I assume that after the vote is cast, the voter can view the receipt. That way they can make sure their vote registered (no more dimple or chad issues). Also, if there's a discrepency between what you actually voted and what the receipt says, you can take it to the election judge.
If it ain't broke, it needs more features!
Oh...nevermind. I made that up. ;P
Blog: http://richardrandomrants.blogspot.com/
This takes care of one issue. Now they need to start requiring a photo id to vote. A couple of state politicians have presented plans that would work, including ones that provide free photo ids to anyone who doesn't have a driver's license. People who didn't have a photo id when they went to vote would still be able to cast their vote, but it would be flagged in case of a recount. The vote would be unflagged if the voter provided a photo id at any point after the vote.
It makes sense, especially when there were many cases of voter fraud in Milwaukee during the 2004 election. Many votes were cast from addresses that don't exist. Granted, a photo id won't solve all the issues with voter fraud, but neither will a paper trail. Both are still a step in the right direction.
You have enemies? Good. That means you've stood up for something, sometime in your life. --Winston Churchill
...everybody knows that votes on paper can never be tampered with.
A guy walks into a bar... well, I forgot the joke, but the punchline is that he's an alcoholic.

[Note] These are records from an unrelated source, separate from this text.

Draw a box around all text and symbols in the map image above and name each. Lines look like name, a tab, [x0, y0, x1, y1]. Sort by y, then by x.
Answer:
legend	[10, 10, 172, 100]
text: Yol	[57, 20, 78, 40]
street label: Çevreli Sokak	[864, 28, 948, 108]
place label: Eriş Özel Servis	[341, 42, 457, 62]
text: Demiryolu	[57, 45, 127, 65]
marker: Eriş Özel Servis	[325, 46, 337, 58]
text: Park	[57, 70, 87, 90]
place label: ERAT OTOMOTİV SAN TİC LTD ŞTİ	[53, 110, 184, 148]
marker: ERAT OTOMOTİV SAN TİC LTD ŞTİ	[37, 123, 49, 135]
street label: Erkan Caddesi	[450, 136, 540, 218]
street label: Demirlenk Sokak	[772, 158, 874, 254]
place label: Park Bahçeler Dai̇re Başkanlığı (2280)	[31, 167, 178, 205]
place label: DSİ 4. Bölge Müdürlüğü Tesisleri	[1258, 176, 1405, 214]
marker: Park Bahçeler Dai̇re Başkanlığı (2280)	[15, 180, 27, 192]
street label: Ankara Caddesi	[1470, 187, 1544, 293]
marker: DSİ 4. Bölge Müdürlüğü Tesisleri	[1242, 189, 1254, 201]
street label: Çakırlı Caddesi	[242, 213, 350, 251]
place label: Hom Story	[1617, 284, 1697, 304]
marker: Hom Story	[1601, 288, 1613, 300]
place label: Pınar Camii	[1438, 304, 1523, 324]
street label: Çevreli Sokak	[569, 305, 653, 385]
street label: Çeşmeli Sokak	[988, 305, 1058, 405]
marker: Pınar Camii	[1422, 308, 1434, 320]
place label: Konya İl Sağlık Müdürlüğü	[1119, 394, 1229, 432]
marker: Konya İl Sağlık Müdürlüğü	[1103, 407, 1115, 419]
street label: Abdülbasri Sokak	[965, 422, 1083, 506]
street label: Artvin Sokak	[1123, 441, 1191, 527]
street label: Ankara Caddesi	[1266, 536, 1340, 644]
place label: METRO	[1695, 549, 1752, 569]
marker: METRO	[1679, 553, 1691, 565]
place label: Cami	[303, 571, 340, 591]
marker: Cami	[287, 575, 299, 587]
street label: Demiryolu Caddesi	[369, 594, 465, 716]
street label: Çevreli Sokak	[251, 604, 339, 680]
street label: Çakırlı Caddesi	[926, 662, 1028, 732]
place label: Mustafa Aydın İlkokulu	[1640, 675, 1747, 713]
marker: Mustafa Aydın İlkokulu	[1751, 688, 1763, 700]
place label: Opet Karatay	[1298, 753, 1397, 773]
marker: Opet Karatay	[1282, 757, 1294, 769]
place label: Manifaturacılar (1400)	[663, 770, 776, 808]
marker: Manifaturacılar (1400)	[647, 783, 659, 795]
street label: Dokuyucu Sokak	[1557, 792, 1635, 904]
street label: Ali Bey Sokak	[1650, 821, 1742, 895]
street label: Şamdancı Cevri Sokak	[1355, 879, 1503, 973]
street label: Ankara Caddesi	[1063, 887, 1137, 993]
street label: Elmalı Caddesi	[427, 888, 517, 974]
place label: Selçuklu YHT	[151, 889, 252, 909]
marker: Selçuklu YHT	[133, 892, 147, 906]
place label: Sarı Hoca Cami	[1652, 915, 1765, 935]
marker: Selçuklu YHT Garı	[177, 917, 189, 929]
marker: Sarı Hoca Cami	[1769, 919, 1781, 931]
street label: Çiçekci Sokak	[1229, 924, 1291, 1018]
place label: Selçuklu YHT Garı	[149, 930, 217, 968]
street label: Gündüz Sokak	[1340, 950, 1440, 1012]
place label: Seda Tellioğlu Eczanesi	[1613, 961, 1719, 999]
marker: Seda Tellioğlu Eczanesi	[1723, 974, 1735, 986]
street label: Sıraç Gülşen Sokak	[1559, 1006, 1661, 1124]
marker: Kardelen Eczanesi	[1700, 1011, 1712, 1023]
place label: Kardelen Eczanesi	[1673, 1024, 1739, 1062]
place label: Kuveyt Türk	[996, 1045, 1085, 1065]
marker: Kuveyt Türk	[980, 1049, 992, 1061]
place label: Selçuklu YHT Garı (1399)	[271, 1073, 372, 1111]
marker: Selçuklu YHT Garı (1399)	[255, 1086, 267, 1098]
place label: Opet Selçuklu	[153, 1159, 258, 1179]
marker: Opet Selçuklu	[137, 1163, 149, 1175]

and here are more or less the electoral fraud techniques used by the party in power for about 70 years:
* "pregnant urns". Before the votes took place, urns were already filled with votes.
* Operation "Carousel" - groups of persons voting twice, or more
* Operation "Tamal" (a tamal is some kind of corn candy kept inside corn leaves). You grab two ballots and fold them, so now you vote for two.
* Operation "Ratón Loco" (crazy mouse). Some guy steals the urns in strategic areas (specially where the opposition is strong) and disappears.
* Vote rewriting. Before impartial organisms counted the votes, the people in charge would alter votes that were against the party in power, and nullify them.
* Dead votes. People who had died managed miraculously to resurrect and vote in favor of the official candidate.
And the most famous of all... (drum rolls, please)
The system crash. In the 1988 elections, after all the ballots were collected, the computer counting the votes suddenly went down, and when the system was up again, the votes now favored the official candidate.
After having to endure all these forms of electoral fraud, laws in Mexico became stricter to make the elections safe from frauds. These laws were promoted and approved, of course, by the opposition congressmen. One of these measures, was the inclusion of photographs in the voting credential (official ID). Another was having a designated area to vote according to your registered address. The voting areas are usually schools or museums, not farther than 5 or 6 blocks from your home.
As a result of all these measures, we finally had a president from the opposition party in 2000.
And it's kinda ironic that we have surpassed the U.S. (whom we had taken as model for transparency and democracy) because of U.S. problems like electronic voting machines, and because we use the popular vote and have more than two political parties.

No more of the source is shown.